The results showed that patients in the vitamin D group were significantly more likely than those in the placebo group to report pain relief 6 weeks after treatment (35% vs. 20%). The former were also more likely to report an improved ability to walk stairs. In addition, in a nonsignificant trend, patients receiving vitamin D again at the 6 week point, were more likely to have an improvement when measured at the 12 week point compared to those patients receiving the placebo.

That complete report is found at Schreuder F. et al. Vitamin D supplementation for nonspecific musculoskeletal pain in non-Western immigrants: a randomized controlled trial. Ann Fam Med 2012 10(6):547-55.

The third study was by Huang et al from the Atlanta VA Medical Center in Decatur GA and Emory University School of Medicine.
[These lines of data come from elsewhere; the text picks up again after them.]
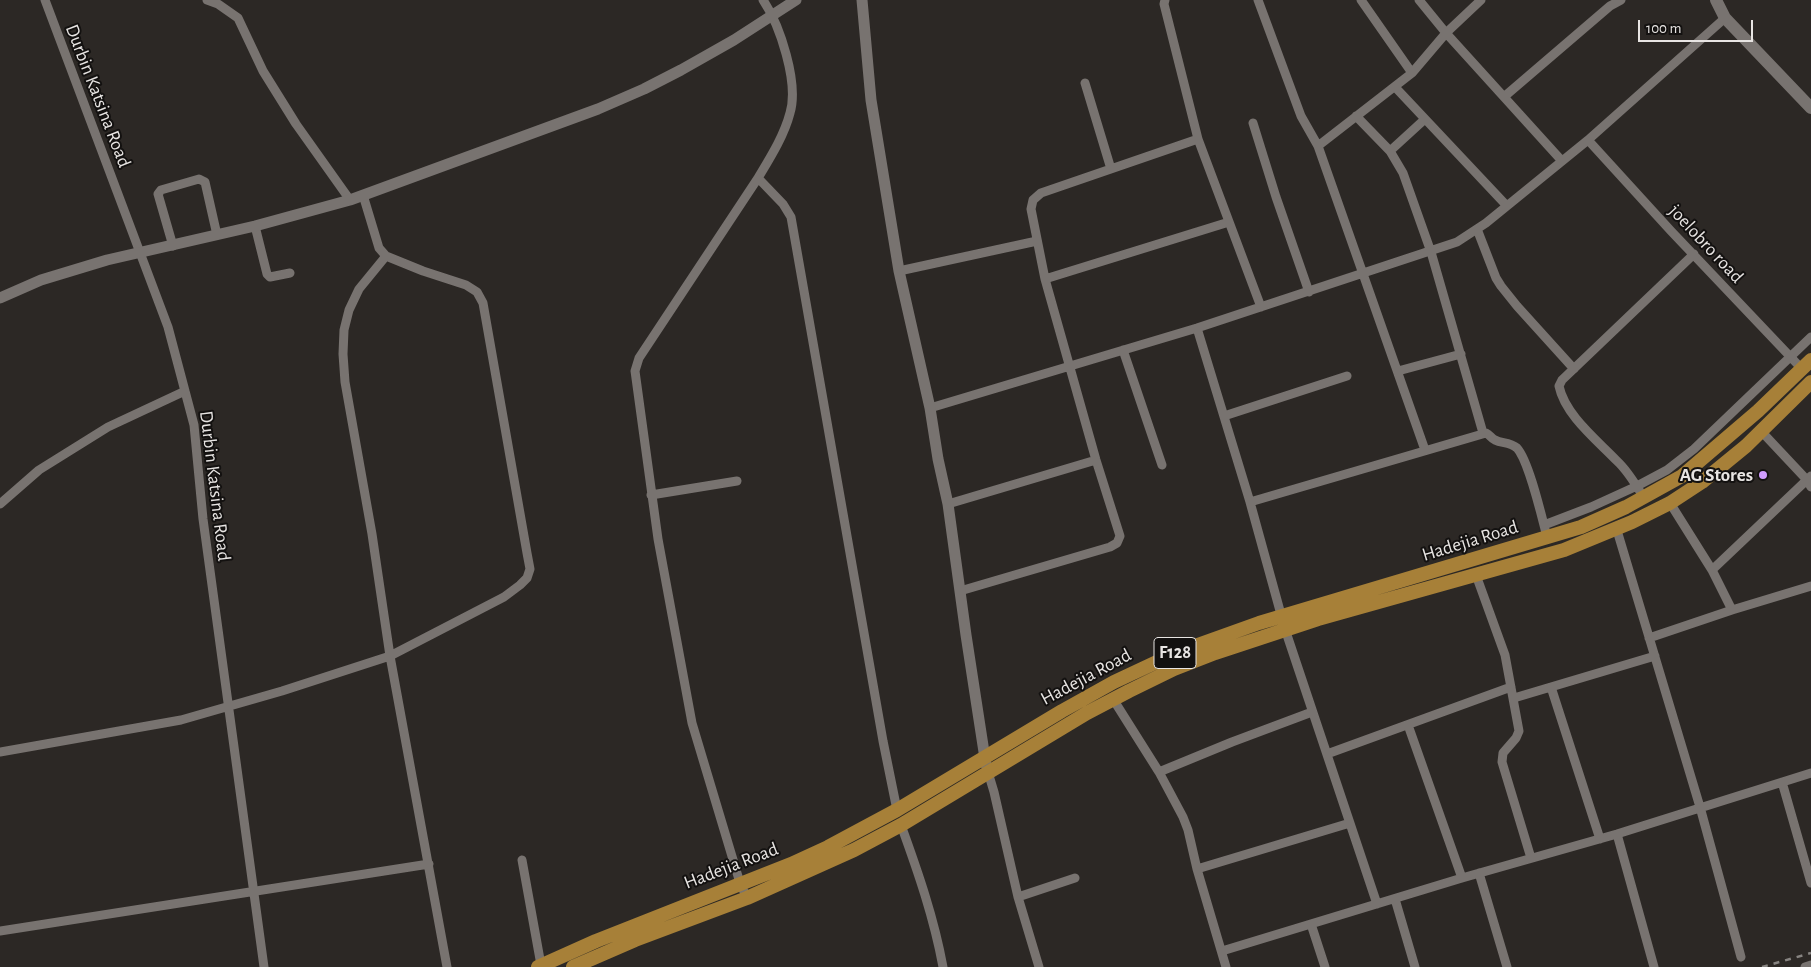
<!DOCTYPE html>
<html>
<head>
<meta charset="utf-8">
<style>
	body { margin:0 }
	#map { position:relative; width:1811px; height:967px; overflow:hidden; background:#2c2825; font-family:"Alegreya Sans",sans-serif }
	canvas { display:block }
	.scale { position:absolute; left:1638px; top:20px; width:115px; height:22px; box-sizing:border-box; border:2px solid #e8e5e3; border-top:0; padding-left:6px; font-size:15px; line-height:18px; white-space:nowrap; color:#e8e5e3; -webkit-text-stroke:4px #131110; paint-order:stroke }
</style>
</head>
<body>
<div id="map">
<canvas width="1811" height="967"></canvas>
<div class="scale">100 m</div>
</div>
<script>
const ctx = document.querySelector('canvas').getContext('2d');
ctx.lineJoin = 'round';
function trace(path, color, width, dash) { ctx.strokeStyle = color; ctx.lineWidth = width; ctx.lineCap = dash ? 'butt' : 'round'; ctx.setLineDash(dash || []); ctx.stroke(path); }
function label(font, color, halo, rows, align = 'center') {
  ctx.font = font + ' "Alegreya Sans",sans-serif'; ctx.lineWidth = 4; ctx.setLineDash([]); ctx.textBaseline = 'middle'; ctx.strokeStyle = halo; ctx.fillStyle = color; for (const [text, x, y, turn = 0] of rows) {
    ctx.save(); ctx.translate(x, y); ctx.rotate((+turn || 0) * Math.PI / 180); ctx.textAlign = isNaN(turn) ? turn : align; if (halo) ctx.strokeText(text, 0, 0); ctx.fillText(text, 0, 0); ctx.restore();
  }
}
const minor = new Path2D(`
	M45,0L168,327L194,425L203,519L264,967
	M207,0L218,4L238,18L263,71L296,124L350,200
	M763,0C780,25 799,83 790,113C784,136 770,158 758,178L783,204L791,217L883,741L897,810
	M1165,0L1164,4L1198,139L1261,307
	M1258,0L1301,116L1318,146L1425,450
	M1361,0L1412,73
	M1419,0L1446,33L1562,161
	M1085,83L1111,169
	M1395,87L1507,206
	M1505,96L1610,6L1621,0
	M1356,116L1390,151L1403,173L1431,252L1483,433
	M1253,123L1276,197L1309,292
	M1588,140L1671,231L1802,369
	M1318,146L1412,73L1446,33L1481,0
	M1390,151L1425,119
	M255,226L267,274L270,277L290,273
	M1477,229L1496,278L1501,286L1517,306L1574,369
	M173,246L158,194L161,190L199,179L205,182L217,235
	M386,256L359,289L349,310L344,330L343,354L345,382L372,534L390,656L447,967
	M899,271L1037,241
	M1045,279L1229,222
	M1197,328L1250,502L1285,629L1377,904
	M1123,350L1162,465
	M1398,371L1461,354
	M930,408L1197,328L1457,242L1486,223L1588,140L1725,18
	M1224,416L1347,376
	M1761,431L1807,480L1811,487
	M651,495L737,481
	M1644,498C1636,485 1628,471 1617,461C1597,440 1565,415 1559,386L1562,380L1694,254
	M1250,502L1486,433C1490,435 1491,438 1495,440C1502,444 1509,441 1517,448C1529,461 1542,518 1547,537
	M1670,503L1712,570L1732,610
	M0,504L39,470L108,427L185,391
	M948,504L1096,460
	M1544,525L1591,507L1637,486L1667,470L1694,449L1811,337
	M1616,527L1700,807L1741,957
	M1712,570L1811,476
	M1476,575L1505,655L1519,731L1516,738L1503,753L1502,762L1531,858
	M960,591L1110,547L1117,543L1120,536L1096,460L1045,279L1031,209L1033,200L1041,193L1198,139
	M1649,638L1732,610L1811,586
	M1551,687L1600,839
	M1514,698L1655,656
	M1113,699L1159,772L1183,817L1188,830L1197,869L1226,967
	M1408,725L1462,878
	M0,752L181,720L282,691L390,656L504,597L520,585L527,578L530,569L527,553L483,303L477,292L466,285L423,271L386,256L379,248L363,195
	M1327,754L1511,687
	M988,772L994,792L1018,897L1039,967
	M1159,772L1232,742L1312,712
	M1782,782L1811,883
	M901,825C918,872 934,918 943,967
	M1617,834L1654,967
	M522,860L541,965
	M1197,869L1350,823
	M1479,873L1507,967
	M1018,897L1075,878
	M747,898L740,883L692,723L658,539L635,371L639,358L758,178
	M1395,899L1415,967
	M1311,924L1325,967
	M0,931L429,864
	M1222,951L1462,878L1617,834L1811,773
	M1805,967L1811,965`);
const tertiary = new Path2D(`
	M862,0L871,100L899,271L930,408L938,459L948,504L966,635L986,765
	M0,298L41,280L107,260L255,226L350,200L598,109L644,89L681,70L734,40L796,0`);
const secondary = new Path2D(`
	M1716,0L1725,18L1811,108`);
const primary = new Path2D(`
	M538,967L596,941L791,864L828,847L897,810L1062,711L1114,682L1178,652L1259,623L1581,527L1626,507L1682,476L1758,411L1811,360
	M573,967L635,940L747,898L854,850L901,825L1087,713L1129,691L1174,669L1215,653L1318,619L1564,550L1632,522L1670,503L1702,482L1746,446L1811,382`);
const rail = new Path2D(`
	M1762,967L1811,953`);
const markers = [
	[1763,475,5,"#d09dfe"]
];
const shields = [
	[1175,653,42]
];
const shieldNames = [
	["F128",1175,653]
];
const streetNames = [
	["Durbin Katsina Road",98,96,69],
	["joelobro road",1706,244,47],
	["Durbin Katsina Road",215,486,83],
	["Hadejia Road",1470,541,-17],
	["Hadejia Road",1086,677,-28],
	["Hadejia Road",731,866,-21]
];
const poiNames = [
	["AG Stores",1753,475]
];
trace(minor, '#787370', 9);
trace(tertiary, '#787370', 11);
trace(secondary, '#787370', 12);
trace(primary, '#a78038', 14);
trace(rail, '#878481', 2.5, [6, 6]);
for (const [x, y, r, color] of markers) { const dot = new Path2D(); dot.arc(x, y, r, 0, 2 * Math.PI); ctx.fillStyle = color; ctx.fill(dot); trace(dot, '#131110', 2); }
for (const [x, y, w] of shields) { const box = new Path2D(); box.roundRect(x - w / 2, y - 15.5, w, 31, 4); ctx.fillStyle = '#131110'; ctx.fill(box); trace(box, '#e8e5e3', 1); }
label('bold 18px', '#e8e5e3', null, shieldNames);
label('19px', '#e8e5e3', '#131110', streetNames);
label('bold 19px', '#e8e5e3', '#131110', poiNames, 'right');
</script>
</body>
</html>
They found that standardized vitamin D supplementation in veterans with multiple areas of chronic pain can be effective in improving their pain levels, sleep, and various aspects of quality of life. A case series was performed as an outpatient vitamin D supplementation quality improvement project. A total of 28 U.S. veterans with multiple areas of chronic pain and low serum vitamin D level (<30 ng/ml) concentrations at baseline were identified from May 2009 to November 2010. Study subjects were supplemented with vitamin D 1,200 units daily if vitamin D serum levels were in the insufficient range (20-29 ng/ml) or 50,000 units weekly if serum levels were in the deficient range (<20 ng/ml). Standard outcome measures were assessed before and after supplementation including pain assessed by the 0 to 10 pain score.

The results showed that pain, sleep and quality of life all improved. The improvements remained significant in pain score, sleep latency and duration, and bodily pain after controlling for age, sex, race, body mass index, season, baseline serum concentration subgroup, and whether or not participants received additional intervention during the vitamin D supplementation.
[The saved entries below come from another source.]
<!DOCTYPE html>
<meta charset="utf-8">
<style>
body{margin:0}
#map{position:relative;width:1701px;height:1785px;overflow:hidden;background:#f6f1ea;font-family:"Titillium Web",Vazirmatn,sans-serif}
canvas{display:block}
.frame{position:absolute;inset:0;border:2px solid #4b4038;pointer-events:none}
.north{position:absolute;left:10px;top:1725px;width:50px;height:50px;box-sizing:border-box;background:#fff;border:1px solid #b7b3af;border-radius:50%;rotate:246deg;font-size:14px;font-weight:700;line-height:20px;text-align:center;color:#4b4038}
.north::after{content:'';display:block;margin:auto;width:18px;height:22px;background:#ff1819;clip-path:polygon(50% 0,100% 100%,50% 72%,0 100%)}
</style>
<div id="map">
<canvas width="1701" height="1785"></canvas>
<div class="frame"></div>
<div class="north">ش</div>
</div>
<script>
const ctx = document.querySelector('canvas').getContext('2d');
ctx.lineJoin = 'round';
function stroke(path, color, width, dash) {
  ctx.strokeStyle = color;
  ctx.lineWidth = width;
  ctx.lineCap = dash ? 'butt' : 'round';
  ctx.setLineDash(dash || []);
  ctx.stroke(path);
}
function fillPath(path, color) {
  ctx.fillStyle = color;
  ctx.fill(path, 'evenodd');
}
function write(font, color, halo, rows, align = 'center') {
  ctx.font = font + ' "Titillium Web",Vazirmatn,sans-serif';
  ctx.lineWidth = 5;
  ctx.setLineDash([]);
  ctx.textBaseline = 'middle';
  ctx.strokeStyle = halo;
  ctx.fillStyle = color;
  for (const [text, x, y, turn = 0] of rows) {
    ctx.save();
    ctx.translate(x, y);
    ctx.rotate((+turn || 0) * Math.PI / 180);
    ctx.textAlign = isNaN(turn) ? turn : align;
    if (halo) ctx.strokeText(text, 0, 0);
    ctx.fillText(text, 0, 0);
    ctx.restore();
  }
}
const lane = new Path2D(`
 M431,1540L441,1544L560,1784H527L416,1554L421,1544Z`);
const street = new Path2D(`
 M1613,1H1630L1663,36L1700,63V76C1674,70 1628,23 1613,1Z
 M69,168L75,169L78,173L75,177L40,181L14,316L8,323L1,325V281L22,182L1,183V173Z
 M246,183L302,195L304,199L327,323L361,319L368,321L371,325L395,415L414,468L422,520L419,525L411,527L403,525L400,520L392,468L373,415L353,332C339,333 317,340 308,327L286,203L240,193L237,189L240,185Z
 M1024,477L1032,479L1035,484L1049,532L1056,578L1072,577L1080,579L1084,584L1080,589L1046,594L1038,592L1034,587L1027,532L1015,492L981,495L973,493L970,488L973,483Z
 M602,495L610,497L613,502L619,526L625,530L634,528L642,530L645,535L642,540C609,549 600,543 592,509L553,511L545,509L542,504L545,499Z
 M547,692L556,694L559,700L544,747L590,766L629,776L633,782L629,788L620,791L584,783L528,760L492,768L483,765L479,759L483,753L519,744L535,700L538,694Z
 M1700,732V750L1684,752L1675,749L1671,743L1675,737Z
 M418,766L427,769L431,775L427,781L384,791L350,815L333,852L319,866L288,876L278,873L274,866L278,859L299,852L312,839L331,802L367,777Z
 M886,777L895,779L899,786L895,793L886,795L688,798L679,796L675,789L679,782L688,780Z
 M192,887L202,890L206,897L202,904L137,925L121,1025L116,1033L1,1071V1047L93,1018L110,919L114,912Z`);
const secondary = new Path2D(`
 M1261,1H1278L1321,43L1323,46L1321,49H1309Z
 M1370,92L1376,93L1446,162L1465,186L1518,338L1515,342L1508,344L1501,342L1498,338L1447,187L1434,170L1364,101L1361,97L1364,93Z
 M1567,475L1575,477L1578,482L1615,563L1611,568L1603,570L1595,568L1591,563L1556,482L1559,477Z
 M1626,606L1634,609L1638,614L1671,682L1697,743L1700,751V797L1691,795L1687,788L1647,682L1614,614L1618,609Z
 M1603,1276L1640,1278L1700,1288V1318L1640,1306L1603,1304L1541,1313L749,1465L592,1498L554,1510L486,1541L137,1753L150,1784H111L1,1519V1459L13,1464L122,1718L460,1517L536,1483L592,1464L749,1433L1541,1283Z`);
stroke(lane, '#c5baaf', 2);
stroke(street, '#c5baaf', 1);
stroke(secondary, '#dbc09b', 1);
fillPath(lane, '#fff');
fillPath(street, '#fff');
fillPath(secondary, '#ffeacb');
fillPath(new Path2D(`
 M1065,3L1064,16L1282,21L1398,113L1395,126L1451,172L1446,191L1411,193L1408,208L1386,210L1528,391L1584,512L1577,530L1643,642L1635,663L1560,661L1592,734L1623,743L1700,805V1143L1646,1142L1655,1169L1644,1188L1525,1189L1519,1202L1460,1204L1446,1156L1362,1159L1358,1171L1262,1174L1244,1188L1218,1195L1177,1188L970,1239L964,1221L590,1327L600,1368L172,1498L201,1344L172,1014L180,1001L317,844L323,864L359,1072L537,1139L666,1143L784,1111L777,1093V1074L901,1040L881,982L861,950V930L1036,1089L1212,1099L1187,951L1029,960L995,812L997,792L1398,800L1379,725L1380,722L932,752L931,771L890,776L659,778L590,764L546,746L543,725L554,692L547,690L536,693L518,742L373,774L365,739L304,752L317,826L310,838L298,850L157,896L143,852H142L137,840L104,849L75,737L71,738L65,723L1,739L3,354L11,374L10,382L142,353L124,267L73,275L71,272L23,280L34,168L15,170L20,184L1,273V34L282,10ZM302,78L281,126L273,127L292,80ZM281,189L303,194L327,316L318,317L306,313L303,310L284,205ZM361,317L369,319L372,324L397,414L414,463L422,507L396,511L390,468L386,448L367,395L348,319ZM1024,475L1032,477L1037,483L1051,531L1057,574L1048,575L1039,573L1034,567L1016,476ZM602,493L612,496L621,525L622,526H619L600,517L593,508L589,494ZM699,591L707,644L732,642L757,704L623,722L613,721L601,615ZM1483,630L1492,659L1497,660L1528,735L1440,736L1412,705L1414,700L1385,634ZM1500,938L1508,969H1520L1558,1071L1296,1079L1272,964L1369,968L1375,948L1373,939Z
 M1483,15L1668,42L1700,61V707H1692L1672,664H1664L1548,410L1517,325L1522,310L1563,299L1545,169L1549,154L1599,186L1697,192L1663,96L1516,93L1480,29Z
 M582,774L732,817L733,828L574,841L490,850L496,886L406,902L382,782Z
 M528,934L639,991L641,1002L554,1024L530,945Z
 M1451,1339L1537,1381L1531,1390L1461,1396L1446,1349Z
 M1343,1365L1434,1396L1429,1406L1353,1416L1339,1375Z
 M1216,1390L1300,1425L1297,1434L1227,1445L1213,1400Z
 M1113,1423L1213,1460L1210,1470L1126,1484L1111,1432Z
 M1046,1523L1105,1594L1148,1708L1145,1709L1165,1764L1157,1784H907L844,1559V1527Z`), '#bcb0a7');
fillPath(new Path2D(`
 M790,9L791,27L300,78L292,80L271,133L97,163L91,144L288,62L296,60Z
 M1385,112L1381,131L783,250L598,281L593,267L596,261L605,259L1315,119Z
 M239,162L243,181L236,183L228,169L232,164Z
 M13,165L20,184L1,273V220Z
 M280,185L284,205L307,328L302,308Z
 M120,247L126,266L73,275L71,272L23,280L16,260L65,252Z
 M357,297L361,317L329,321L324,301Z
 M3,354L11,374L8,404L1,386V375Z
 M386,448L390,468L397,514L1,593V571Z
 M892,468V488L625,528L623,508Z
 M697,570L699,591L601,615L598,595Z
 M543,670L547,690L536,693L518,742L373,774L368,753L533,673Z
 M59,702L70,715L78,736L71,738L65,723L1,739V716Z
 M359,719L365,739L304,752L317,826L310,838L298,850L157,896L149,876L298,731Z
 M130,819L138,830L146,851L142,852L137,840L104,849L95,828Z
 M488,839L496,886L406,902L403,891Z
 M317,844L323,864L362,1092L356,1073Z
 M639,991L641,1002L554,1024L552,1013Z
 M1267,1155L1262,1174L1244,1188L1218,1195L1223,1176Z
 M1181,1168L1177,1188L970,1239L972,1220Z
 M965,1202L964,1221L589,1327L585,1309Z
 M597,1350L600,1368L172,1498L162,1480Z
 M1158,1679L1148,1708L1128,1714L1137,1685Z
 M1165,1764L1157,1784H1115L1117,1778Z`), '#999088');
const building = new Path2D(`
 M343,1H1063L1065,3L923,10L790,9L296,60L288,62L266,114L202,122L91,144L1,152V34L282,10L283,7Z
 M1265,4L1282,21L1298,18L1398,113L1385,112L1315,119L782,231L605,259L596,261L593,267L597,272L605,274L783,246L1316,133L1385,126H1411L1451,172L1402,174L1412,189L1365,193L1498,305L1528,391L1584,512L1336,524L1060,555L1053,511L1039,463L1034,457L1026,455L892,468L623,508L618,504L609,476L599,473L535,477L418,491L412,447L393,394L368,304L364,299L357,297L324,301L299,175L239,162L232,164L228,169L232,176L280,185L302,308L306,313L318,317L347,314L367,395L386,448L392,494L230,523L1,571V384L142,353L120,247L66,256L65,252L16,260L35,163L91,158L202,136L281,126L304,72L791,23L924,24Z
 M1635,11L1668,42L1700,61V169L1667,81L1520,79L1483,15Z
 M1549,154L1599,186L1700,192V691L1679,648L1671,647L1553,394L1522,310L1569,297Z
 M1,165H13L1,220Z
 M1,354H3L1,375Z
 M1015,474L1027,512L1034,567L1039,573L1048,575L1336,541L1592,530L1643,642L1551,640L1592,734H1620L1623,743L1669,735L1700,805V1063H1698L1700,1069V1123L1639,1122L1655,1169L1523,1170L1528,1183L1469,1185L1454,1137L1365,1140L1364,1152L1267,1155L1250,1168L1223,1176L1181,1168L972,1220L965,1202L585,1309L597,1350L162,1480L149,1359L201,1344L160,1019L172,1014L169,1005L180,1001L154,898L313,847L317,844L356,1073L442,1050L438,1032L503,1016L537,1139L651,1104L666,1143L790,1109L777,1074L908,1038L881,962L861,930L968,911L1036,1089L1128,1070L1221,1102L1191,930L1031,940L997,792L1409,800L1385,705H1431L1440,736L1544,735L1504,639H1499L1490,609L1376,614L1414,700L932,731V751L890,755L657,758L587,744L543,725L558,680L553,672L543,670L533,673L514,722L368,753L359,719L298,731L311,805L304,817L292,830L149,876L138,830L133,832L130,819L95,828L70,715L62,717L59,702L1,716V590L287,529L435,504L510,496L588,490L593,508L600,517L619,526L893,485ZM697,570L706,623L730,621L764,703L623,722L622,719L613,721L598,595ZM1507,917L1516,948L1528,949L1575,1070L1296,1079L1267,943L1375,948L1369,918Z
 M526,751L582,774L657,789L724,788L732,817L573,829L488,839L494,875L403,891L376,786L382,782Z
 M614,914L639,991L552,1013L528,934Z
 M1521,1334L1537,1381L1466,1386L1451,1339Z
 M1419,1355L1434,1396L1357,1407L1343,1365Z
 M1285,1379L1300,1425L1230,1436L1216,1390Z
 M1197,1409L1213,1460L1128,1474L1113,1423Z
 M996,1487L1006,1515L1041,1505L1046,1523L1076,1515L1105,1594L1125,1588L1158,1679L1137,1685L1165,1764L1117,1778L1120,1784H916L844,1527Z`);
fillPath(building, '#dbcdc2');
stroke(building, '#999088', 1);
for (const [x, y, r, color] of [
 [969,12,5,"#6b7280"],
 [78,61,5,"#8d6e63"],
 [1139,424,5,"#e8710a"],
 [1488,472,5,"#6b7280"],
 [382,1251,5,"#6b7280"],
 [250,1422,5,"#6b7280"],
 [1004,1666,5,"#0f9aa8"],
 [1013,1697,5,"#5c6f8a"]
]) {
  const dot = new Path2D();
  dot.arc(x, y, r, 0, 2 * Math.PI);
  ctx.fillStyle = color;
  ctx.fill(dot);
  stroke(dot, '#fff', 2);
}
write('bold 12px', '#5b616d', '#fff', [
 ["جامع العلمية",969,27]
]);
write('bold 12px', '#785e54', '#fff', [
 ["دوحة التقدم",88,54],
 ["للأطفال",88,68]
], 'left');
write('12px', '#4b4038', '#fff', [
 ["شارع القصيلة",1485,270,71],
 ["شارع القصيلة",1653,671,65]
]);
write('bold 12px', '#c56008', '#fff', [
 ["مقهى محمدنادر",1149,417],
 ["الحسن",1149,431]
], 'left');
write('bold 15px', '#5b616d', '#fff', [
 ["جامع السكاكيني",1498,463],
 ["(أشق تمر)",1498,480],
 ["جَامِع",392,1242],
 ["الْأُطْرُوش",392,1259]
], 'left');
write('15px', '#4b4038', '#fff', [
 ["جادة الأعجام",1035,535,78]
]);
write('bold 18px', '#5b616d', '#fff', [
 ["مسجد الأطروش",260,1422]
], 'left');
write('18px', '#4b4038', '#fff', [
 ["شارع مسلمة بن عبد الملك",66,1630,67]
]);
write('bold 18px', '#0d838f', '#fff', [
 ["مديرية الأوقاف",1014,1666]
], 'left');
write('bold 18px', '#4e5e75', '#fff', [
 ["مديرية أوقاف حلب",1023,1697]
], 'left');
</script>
That complete report is found at Huang W. et al. Improvement of pain, sleep, and quality of life in chronic pain patients with vitamin D supplementation. Clin J Pain 2012 June 13.

Is there a mechanism proposed to explain the possible association between vitamin D deficiency and chronic widespread musculoskeletal pain?

There is an interesting report found at Tague S.E. et al. Vitamin D deficiency promotes skeletal muscle hypersensitivity and sensory hyperinnervation. Journal of Neuroscience 2011 (31(39):13728-13738. They prefaced their study by stating that a substantial body of clinical data implicates vitamin D deficiency in nonspecific musculoskeletal pain. Previous findings have shown that pain sensing nerves express vitamin D receptors, suggesting responsiveness to vitamin D supplementation. In their study, rats receiving vitamin D deficient diets for 2 - 4 weeks showed deep muscle hypersensitivity. The muscle hypersensitivity was accompanied by continued vitamin D deficiency and occurred before onset of any overt muscle or bone pathology. Further evaluation of skeletal muscle innervations showed increased numbers of pain-conducting axons without changes in skeletal muscle motor innervations. Their findings suggested that vitamin D deficiency can lead to pain receptor hyper-innervations of skeletal muscle which in turn is likely to contribute to muscular hypersensitivity and musculoskeletal pain.

Final comments - from Mayo clinic editorial of 2003

Many experts agree that a substantial body of clinical data implicates vitamin D deficiency in nonspecific musculoskeletal pain. Prevention of vitamin D deficiency not only may preserve bone and muscle health, but may help prevent many chronic diseases and preserve overall health and well being.